The reason these are all bad has nothing to do with the language features or error-handling mechanisms employed. The reason they are bad is that they are all completely unnecessary.

For example, here are a bunch of programs which the above validators. They're all essentially equivalent, and hence have the same fundamental flaw:

  function trigger1(userInput: JSON) {
    if (v1(userInput)) {
      print "UNAUTHORISED, ABORTING"
      sys.exit(1)
    }
    else {
      launchMissiles(authorisation=userInput)
    }
  }

  function trigger2(userInput: JSON) {
    try {
      launchMissiles(authorisation=v2(userInput))
    }
    catch {
      print "UNAUTHORISED, ABORTING"
      sys.exit(1)
    }
  }

  function trigger3(userInput: JSON) {
    v3(userInput) match {
      case None => {
        print "UNAUTHORISED, ABORTING"
        sys.exit(1)
      }
      case Some(validated) => {
        launchMissiles(authorisation=validated)
      }
    )
  }

  function trigger4(userInput: JSON) {
    v3(userInput) match {
      case Left(error) => {
        print ("UNAUTHORISED, ABORTING: " + error)
        sys.exit(1)
      }
      case Right(validated) => {
        launchMissiles(authorisation=userInput)
      }
    )
  }
The reason they're all flawed is that validation can be skipped. In other words, you can write any validation logic; implemented with any mechanism you like; in any language; but your colleague's codde might never call it! All of the above 'trigger' functions could be replaced by this, and it will still work:

  function trigger(userInput: JSON) {
    launchMissiles(authoriser=userInput)
  }
In contrast, the 'parse' approach cannot be skipped.

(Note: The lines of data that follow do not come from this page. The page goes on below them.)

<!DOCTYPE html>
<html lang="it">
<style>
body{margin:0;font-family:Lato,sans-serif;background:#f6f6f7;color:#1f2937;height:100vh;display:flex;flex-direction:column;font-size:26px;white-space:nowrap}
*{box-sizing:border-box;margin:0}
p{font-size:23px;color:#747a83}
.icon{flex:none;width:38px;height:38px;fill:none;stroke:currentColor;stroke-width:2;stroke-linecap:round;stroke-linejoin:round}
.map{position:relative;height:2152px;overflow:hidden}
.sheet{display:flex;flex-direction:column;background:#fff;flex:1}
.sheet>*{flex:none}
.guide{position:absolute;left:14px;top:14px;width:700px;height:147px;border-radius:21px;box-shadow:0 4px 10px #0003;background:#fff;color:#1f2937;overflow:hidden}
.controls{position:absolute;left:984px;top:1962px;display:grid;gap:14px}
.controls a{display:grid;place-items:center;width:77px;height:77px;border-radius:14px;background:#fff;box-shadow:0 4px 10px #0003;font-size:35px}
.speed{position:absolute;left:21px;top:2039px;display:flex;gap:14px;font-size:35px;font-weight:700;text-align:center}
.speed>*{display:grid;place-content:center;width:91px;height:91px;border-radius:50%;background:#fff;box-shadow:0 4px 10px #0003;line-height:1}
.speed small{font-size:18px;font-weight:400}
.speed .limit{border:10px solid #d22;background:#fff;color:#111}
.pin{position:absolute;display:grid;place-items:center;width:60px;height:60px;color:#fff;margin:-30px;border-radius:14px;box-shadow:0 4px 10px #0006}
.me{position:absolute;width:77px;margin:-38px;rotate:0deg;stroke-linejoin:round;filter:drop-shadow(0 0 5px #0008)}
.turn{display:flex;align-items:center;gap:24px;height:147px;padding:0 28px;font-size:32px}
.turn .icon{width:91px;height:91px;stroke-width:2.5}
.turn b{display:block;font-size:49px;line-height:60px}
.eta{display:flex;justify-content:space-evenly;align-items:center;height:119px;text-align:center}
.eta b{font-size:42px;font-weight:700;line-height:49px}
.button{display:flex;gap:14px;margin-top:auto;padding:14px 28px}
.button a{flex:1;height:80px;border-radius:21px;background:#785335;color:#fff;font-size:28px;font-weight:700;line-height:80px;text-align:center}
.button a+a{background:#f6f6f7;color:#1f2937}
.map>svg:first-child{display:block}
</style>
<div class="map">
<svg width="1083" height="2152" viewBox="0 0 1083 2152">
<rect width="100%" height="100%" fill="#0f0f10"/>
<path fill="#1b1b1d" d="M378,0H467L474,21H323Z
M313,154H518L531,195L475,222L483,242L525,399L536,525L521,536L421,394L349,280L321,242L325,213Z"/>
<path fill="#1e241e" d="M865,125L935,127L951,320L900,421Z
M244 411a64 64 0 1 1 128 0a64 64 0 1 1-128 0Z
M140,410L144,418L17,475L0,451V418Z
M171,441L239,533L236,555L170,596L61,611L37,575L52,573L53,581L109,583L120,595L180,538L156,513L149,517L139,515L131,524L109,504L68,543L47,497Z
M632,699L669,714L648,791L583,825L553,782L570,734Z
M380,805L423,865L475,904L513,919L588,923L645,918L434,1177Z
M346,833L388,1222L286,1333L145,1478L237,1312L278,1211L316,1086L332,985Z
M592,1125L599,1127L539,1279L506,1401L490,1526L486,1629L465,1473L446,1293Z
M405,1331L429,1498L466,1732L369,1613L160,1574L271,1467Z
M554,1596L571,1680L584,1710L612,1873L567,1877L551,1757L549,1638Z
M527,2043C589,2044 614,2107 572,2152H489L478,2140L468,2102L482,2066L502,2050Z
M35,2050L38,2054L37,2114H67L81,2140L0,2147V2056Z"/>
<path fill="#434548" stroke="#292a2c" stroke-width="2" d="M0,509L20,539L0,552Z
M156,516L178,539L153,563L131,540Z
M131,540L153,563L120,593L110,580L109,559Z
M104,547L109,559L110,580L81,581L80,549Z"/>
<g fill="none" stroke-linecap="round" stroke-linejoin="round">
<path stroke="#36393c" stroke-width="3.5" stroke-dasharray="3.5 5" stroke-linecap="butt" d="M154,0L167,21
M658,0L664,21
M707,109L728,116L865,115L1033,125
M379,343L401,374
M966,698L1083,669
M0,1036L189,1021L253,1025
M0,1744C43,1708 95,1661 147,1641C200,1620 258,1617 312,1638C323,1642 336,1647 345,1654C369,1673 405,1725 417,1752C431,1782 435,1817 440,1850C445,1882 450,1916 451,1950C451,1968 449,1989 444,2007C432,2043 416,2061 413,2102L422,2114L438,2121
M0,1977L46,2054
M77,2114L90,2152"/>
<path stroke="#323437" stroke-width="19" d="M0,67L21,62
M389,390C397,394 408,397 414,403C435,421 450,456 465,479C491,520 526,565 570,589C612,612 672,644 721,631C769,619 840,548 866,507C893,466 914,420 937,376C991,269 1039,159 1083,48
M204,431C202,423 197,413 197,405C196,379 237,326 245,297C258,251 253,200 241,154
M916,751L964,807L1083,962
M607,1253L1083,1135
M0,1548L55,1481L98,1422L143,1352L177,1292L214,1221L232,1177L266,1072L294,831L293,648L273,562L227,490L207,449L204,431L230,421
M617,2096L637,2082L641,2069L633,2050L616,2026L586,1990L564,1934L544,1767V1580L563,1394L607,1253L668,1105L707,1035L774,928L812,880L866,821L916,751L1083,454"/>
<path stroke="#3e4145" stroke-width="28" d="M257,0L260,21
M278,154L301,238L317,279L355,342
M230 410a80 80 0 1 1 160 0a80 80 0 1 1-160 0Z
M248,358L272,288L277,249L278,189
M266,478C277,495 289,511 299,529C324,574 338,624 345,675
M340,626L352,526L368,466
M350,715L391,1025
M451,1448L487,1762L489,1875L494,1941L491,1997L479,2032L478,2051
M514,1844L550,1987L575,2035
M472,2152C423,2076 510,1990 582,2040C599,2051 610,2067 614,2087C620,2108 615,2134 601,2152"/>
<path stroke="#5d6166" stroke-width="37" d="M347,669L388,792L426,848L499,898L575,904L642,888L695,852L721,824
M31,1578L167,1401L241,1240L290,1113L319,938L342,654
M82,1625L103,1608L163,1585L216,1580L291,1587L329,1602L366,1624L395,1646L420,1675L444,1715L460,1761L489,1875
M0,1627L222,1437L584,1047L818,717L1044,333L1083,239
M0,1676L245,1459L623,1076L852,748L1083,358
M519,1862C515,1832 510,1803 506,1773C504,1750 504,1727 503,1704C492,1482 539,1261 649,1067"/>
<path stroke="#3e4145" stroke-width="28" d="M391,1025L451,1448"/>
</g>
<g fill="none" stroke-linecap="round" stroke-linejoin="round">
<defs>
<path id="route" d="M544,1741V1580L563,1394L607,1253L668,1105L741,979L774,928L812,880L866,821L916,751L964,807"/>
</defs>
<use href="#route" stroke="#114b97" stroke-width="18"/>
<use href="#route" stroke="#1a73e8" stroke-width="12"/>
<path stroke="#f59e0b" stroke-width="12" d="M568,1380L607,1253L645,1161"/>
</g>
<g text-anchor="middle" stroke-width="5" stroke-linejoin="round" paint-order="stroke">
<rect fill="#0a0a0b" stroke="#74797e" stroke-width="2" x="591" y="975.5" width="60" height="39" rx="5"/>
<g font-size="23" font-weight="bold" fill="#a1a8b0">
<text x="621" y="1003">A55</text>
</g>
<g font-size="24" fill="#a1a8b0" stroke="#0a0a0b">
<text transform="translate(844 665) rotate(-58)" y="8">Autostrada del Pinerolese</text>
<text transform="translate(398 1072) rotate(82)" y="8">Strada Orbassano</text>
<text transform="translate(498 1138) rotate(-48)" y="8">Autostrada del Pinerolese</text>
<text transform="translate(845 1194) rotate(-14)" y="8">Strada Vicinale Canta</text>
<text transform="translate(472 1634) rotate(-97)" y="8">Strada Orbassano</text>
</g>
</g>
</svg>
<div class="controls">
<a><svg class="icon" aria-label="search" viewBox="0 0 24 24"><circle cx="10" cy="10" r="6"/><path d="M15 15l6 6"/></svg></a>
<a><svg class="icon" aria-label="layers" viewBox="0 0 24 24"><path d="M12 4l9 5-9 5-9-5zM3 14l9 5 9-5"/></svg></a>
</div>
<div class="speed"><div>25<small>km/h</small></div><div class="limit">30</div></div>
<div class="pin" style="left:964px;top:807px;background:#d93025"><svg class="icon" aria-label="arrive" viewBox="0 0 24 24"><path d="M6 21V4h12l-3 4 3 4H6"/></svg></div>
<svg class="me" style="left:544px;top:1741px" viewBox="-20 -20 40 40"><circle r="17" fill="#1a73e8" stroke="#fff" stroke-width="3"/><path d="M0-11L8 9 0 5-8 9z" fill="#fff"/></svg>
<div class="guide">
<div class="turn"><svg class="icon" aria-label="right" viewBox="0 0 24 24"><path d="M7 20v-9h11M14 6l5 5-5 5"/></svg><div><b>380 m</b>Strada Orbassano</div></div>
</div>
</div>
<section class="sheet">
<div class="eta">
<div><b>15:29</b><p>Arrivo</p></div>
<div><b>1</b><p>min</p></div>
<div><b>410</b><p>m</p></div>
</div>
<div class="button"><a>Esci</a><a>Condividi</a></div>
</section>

Here are some examples:

- A function/method 'p1: JSON -> Either Error MyJSON'

- A function/method 'p2: JSON -> Optional MyJSON'

- A function/method 'p3: JSON -> MyJSON', which may throw exceptions

Here are their corresponding 'trigger' functions:

  function trigger5(userInput: JSON) {
    p1(userInput) match {
      case Left(error) => {
        print ("UNAUTHORISED, ABORTING: " + error)
        sys.exit(1)
      }
      case Right(parsed) => {
        launchMissiles(authorisation=parsed)
      }
    }
  }

  function trigger6(userInput: JSON) {
    p2(userInput) match {
      case None => {
        print "UNAUTHORISED, ABORTING"
        sys.exit(1)
      }
      case Some(parsed) => {
        launchMissiles(authorisation=parsed)
      }
    }
  }

  function trigger7(userInput: JSON) {
    try {
      launchMissiles(authorisation=p3(userInput))
    }
    catch {
      print ("UNAUTHORISED, ABORTING: " + error)
      sys.exit(1)
    }
  }
These alternatives are much safer, since the 'launchMissiles' function now takes a 'MyJSON' value as argument; so we can't do `launchMissiles(authorisation=userInput)` (since 'userInput' has the type JSON, which isn't a valid input). Our colleages cannot skip or forget to call these p1/p2/p3 functions, since that's they only way they can turn the 'userInput' value they have, into a 'MyJSON' value they need.

> I don't want to implement that method "checkAgainstMySchema". Because I know there's already a library for that.

No, there isn't. I think you may be confused about how such 'parser' functions should be implemented. Nobody is saying to ignore existing libraries, or roll our own JSON grammars, or whatever. It's purely about how your project's datatypes are constructed. For example, something like this:

  function parseMyThing(json: JSON) {
    if (SomeExistingJSONSchemaLibrary.validate(json, SomeParticularSchemaMyApplicationIsUsing)) {
      return Right(SomeDatatypeIHaveWritten(...))
    }
    else {
      // Or use exceptions, or Optional, or whatever; it doesn't matter
      return Left("Invalid")
    }
  }
(If all of your project's datatypes, schemas, class, etc. were already provided by some existing library, then that project would be a bit pointless!)